StreamTable#

class swordfish._swordfishcpp.StreamTable#

Stream tables are tables that support real-time data ingestion

enable_persistence(*, asyn_write: bool = True, compress: bool = True, cache_size: int | None = None, retention_minutes: int = 1440, flush_mode: Literal['async', 'sync'] = 'async', pre_cache: int | None = None) → Self#

enable_persistence(*, asyn_write: bool = True, compress: bool = True, retention_minutes: int = 1440, flush_mode: Literal['async', 'sync'] = 'async', pre_cache: int | None = None, cache_purge_time_column: str | None = None, cache_purge_interval: Duration | None = None, cache_retention_time: Duration | None = None) → Self

Enables persistence for the stream table, allowing different configurations for cache purge.

Prerequisites

To enable persistence, specify the persistenceDir configuration. The persistence location of the table is <PERSISTENCE_DIR>/<TABLE_NAME>. The directory contains data files (named like data0.log, data1.log…) and an index file index.log. The data that has been persisted to disk will be loaded into memory after Swordfish is restarted.

Persistence Modes

The parameter asyn_write informs the system whether table persistence is in asynchronous mode. With asynchronous mode (default), new data are pushed to a queue and persistence threads will write the data to disk later. With synchronous mode, the table append operation keeps running until new data are persisted to the disk. In general, asynchronous mode achieves higher throughput.

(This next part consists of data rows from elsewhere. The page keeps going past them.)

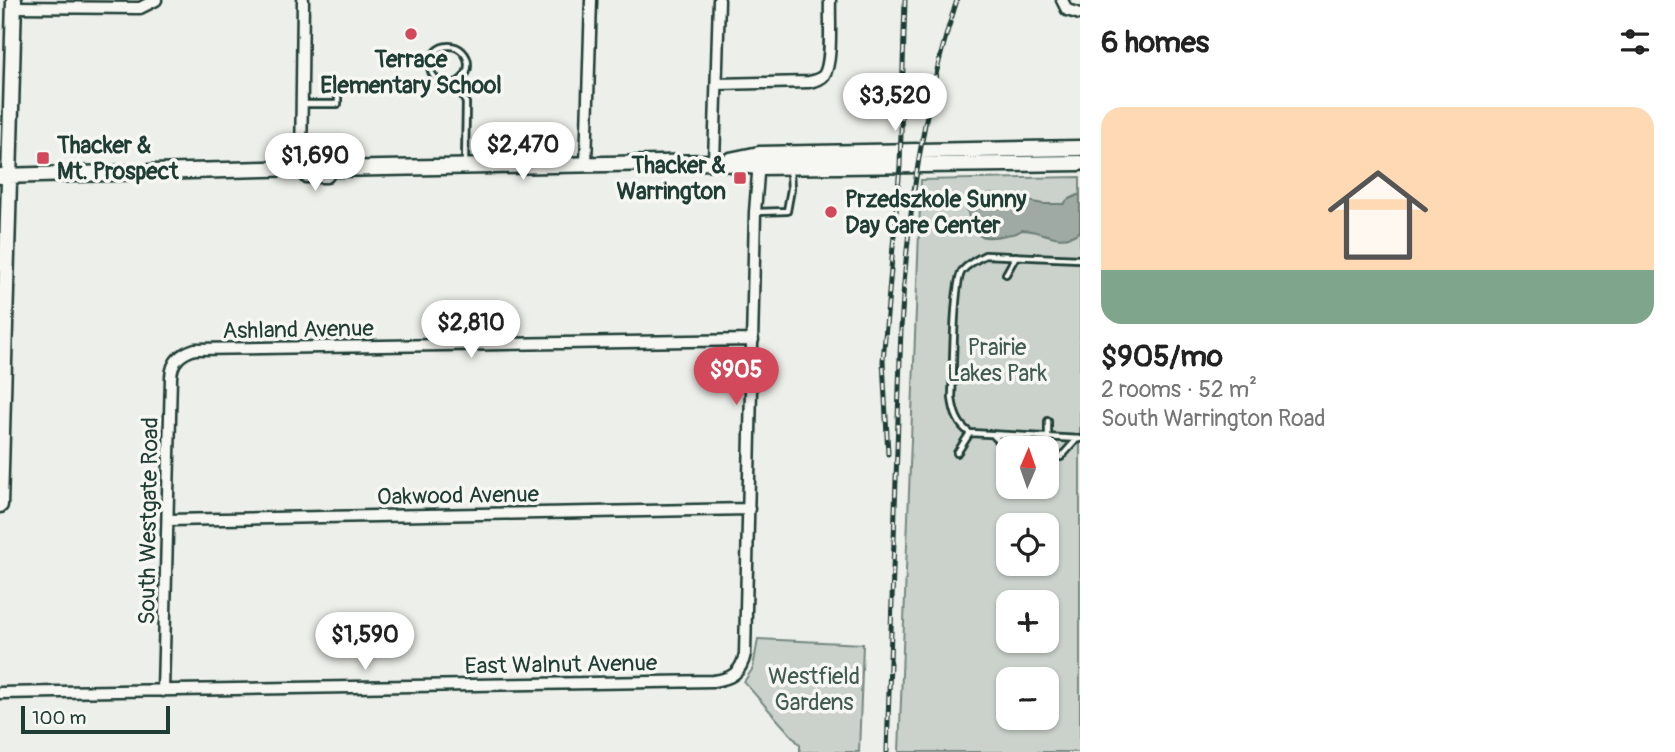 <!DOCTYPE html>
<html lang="en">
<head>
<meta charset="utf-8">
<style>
  body { margin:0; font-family:Pangolin,sans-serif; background:#f2f2f2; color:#222; height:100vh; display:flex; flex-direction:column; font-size:26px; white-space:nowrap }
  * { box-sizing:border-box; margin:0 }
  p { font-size:23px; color:#767676 }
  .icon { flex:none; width:38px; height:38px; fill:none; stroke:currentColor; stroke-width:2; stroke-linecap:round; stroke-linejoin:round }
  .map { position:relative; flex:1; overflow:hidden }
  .drawer { display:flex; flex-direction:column; background:#fff; width:595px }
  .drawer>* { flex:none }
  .needle { width:46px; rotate:2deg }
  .buttons { position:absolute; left:996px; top:436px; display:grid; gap:14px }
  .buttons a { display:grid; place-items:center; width:63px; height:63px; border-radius:14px; background:#fff; box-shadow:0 2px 5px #0004; font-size:35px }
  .scale { position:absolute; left:21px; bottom:18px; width:149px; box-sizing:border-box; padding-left:7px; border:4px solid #1f3d34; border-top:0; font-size:19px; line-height:24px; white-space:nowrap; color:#1f3d34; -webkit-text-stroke:5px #f6f6f2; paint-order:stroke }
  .price { position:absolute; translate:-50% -60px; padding:0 16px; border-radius:24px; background:#fff; color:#222; font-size:23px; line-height:46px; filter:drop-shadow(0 2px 4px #0008) }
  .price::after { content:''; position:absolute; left:50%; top:42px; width:21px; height:16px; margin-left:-10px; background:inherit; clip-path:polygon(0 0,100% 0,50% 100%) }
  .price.on { background:#d1495b; color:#fff }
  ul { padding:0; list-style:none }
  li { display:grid; align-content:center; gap:14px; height:371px; padding:0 21px }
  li+li { border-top:2px solid #e0e0e0 }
  li span { display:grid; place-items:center; height:217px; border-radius:21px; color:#555 }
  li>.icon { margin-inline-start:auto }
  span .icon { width:126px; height:126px; fill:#fffc; stroke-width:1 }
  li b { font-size:30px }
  h2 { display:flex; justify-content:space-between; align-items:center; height:84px; padding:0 21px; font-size:30px }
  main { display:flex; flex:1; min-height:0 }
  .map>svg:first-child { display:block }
  .green { fill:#cbd2cc; stroke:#758880; stroke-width:2; fill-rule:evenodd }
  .water { fill:#9faaa4; stroke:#6c7e77; stroke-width:2 }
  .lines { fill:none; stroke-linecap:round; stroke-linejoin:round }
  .service-casing { stroke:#1f3d34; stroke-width:10 }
  .minor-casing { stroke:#1f3d34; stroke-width:15 }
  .secondary-casing { stroke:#1f3d34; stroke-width:19 }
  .service { stroke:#f6f6f2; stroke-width:4.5 }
  .minor { stroke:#f6f6f2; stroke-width:10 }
  .secondary { stroke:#f6f6f2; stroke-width:14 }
  .rail-casing { stroke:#1f3d34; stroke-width:5 }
  .rail { stroke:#f6f6f2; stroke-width:2.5; stroke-dasharray:8; stroke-linecap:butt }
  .poi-dot { fill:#d1495b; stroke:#f6f6f2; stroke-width:2.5 }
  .labels { text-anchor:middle; stroke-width:7; stroke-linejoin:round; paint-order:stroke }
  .poi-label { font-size:23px; font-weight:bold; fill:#1f3d34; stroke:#f6f6f2; text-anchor:start }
  .street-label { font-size:23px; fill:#1f3d34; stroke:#f6f6f2 }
  .park-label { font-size:23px; fill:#415b52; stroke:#f6f6f2 }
</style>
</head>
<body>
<main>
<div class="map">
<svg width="1080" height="752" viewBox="0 0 1080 752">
  <rect width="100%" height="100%" fill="#edefea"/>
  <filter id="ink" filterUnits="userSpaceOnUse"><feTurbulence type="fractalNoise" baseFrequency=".0143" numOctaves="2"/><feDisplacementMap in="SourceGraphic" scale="14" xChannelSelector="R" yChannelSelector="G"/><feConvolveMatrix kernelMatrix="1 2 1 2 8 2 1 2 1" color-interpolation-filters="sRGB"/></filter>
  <g filter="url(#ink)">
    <!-- green -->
    <path class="green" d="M1080 177V752H899L921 180ZM1008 448H1046V486H1008ZM1008 525H1046V564H1008ZM1008 602H1046V640H1008ZM1008 679H1046V718H1008Z
      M758 639 863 644 859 752H800V745L744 682 753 668Z"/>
    <!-- water -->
    <path class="water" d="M992 194 1043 204H1064L1067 200 1080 194V231C1061 247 1044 230 1022 230 1015 235 1014 233 1006 235 977 241 972 236 967 207L982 196Z"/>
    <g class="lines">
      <!-- service casing -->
      <g class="service-casing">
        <path id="service" d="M430 65a19 19 0 1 1 38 0a19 19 0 1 1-38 0Z
          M457 83 466 103 465 164
          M303 104H338V89H386
          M756 212 787 211 791 189 790 171
          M1080 259 985 255C977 259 968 264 962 271 953 283 953 377 952 398 954 413 958 425 970 433L1080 439
          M1006 274 1016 256
          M994 436 1008 450
          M1048 438V421
          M957 453 970 433
          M1046 456 1061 457 1077 439"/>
      </g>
      <!-- minor casing -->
      <g class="minor-casing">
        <path id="minor" d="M1062 0 1067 10 1080 14
          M13 7 140 8 156 0
          M717 84 809 82C814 81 820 80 824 75 833 62 829 17 830 0
          M714 162 719 0
          M586 164 591 0
          M301 168 303 0
          M168 520 749 509
          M163 691 171 377C172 361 180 354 195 349L753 340
          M0 693 713 681C731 679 741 673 745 654L755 212 759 162"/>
      </g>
      <!-- secondary casing -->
      <g class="secondary-casing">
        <path id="secondary" d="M730 160 759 154 1080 148
          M301 168 306 175H326L330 169
          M0 176 301 168 307 164H325L330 169 714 162 758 167 1080 163
          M0 505 14 0"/>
      </g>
      <!-- service -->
      <use href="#service" class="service"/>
      <!-- minor -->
      <use href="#minor" class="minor"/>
      <!-- secondary -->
      <use href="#secondary" class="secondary"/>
      <!-- rail casing -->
      <g class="rail-casing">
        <path id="rail" d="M888 454 883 361 900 166 905 0
          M887 752 901 328C907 217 922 106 957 0"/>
      </g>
      <!-- rail -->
      <use href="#rail" class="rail"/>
    </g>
  </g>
  <!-- markers -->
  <g class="poi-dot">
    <circle cx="411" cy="34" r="7"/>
    <rect x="36" y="151" width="14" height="14" rx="3.5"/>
    <rect x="733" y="171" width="14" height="14" rx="3.5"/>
    <circle cx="831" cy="212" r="7"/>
  </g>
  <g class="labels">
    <!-- poi labels -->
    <g class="poi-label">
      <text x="411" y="67" text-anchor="middle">Terrace<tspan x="411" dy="26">Elementary School</tspan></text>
      <text x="57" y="153">Thacker &amp;<tspan x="57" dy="26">Mt. Prospect</tspan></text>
      <text x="726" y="173" text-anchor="end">Thacker &amp;<tspan x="726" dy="26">Warrington</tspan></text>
      <text x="845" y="207">Przedszkole Sunny<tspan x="845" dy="26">Day Care Center</tspan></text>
    </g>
    <!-- street labels -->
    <g class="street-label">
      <text transform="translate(298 329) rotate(-1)" y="8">Ashland Avenue</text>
      <text transform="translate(458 495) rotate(-1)" y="8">Oakwood Avenue</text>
      <text transform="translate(148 521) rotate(-89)" y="8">South Westgate Road</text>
      <text transform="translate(561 664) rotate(-1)" y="8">East Walnut Avenue</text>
    </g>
    <!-- park labels -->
    <g class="park-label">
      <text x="997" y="355">Prairie<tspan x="997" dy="26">Lakes Park</tspan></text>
      <text x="814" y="684">Westfield<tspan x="814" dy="26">Gardens</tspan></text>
    </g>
  </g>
</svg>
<div class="buttons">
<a><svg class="needle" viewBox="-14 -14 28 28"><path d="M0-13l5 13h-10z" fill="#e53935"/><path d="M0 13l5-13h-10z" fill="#767676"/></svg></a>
<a><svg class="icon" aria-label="locate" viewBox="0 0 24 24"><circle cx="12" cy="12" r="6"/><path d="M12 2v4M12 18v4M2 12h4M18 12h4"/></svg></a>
<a>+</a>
<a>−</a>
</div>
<div class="scale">100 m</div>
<b class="price" style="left:895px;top:133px">$3,520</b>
<b class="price" style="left:523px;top:182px">$2,470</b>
<b class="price" style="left:315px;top:193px">$1,690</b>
<b class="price" style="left:471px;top:360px">$2,810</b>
<b class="price on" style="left:736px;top:407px">$905</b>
<b class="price" style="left:365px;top:672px">$1,590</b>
</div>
<section class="drawer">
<h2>6 homes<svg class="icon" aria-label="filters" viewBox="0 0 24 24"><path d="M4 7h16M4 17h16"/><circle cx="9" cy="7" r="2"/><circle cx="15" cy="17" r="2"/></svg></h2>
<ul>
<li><span style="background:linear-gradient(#ffd9b3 75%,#7fa58c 0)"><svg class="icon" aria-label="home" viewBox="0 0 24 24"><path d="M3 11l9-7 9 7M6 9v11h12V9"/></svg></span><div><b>$905/mo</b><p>2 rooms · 52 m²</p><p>South Warrington Road</p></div></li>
</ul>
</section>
</main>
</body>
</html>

With asynchronous mode, table persistence is conducted by a single persistence thread, and the persistence thread may handle multiple tables. If there is only one table to be persisted, an increase in the number of persistence threads doesn’t improve performance.

Note that if asynchronous mode is enabled for data persistence or flush, data loss may occur due to server crash.

Cache Purge Settings

Stream tables keep all data in memory by default. To prevent excessive memory usage, you can clear cached data using either of the following methods:

Cache purge by size: Set cache_size to specify a threshold for the number of records retained. Older records exceeding the threshold will be removed. The threshold is determined as follows:
- If the number of records appended in one batch does not exceed cache_size, the threshold is 2.5 * cache_size.
- If the number of records appended in one batch exceeds cache_size, the threshold is 1.2 * (appended records + cache_size).
Cache purge by time: Set cache_purge_time_column, cache_purge_interval and cache_retention_time. The system will clean up data based on the cache_purge_time_column. Each time when a new record arrives, the system obtains the time difference between the new record and the oldest record kept in memory. If the time difference exceeds cache_purge_interval, the system will retain only the data with timestamps within cache_retention_time of the new data.

Parameters:

asyn_write (bool, optional) – Whether to enable asynchronous writes. Defaults to True.
compress (bool, optional) – Whether to save a table to disk in compression mode. Defaults to True.
cache_size (Optional[int], optional) – Used to determine the maximum number of records to retain in memory. Defaults to None.
retention_minutes (int, optional) – For how long (in minutes) a log file larger than 1GB will be kept after the last update. Defaults to 1440.
flush_mode ({'async', 'sync'}, optional) – Whether to enable synchronous disk flush. Defaults to “async”.
pre_cache (Optional[int], optional) – The number of records to be loaded into memory from the persisted stream table on disk when Swordfish is initialized. Defaults to None.
cache_purge_time_column (Optional[str], optional) – The time column in the stream table. Defaults to None.
cache_purge_interval (Optional[Duration], optional) – The interval to trigger cache purge. Defaults to None.
cache_retention_time (Optional[Duration], optional) – The retention time of cached data. Must be smaller than cache_purge_interval. Defaults to None.

Returns:

The StreamTable with persistence enabled.

Return type:

Self

Examples

Enable persistence and set cache purge by size:

>>> import swordfish as sf
>>> table = sf.streaming.table(names=["id", "name", "age", "created_at"],
...     types=["INT", "STRING", "INT", "TIMESTAMP"], size=0, capacity=10)
>>> table.share("my_table")
>>> table.enable_persistence(
...     asyn_write=True,
...     compress=False,
...     cache_size=1024,
...     retention_minutes=720,
...     flush_mode="sync",
...     pre_cache=100,
... )

Enable persistence and set cache purge by time:

>>> table.enable_persistence(
...     asyn_write=True,
...     compress=False,
...     retention_minutes=720,
...     flush_mode="sync",
...     pre_cache=100,
...     cache_purge_time_column="created_at",
...     cache_purge_interval=sf.data.Duration("2H"),
...     cache_retention_time=sf.data.Duration("10m"),
... )

enable_cache_purge(*, cache_size: int | None = None) → Self#

enable_cache_purge(*, cache_purge_time_column: str | None = None, cache_purge_interval: Duration | None = None, cache_retention_time: Duration | None = None) → Self

Enables cache purge for a non-persisted stream table.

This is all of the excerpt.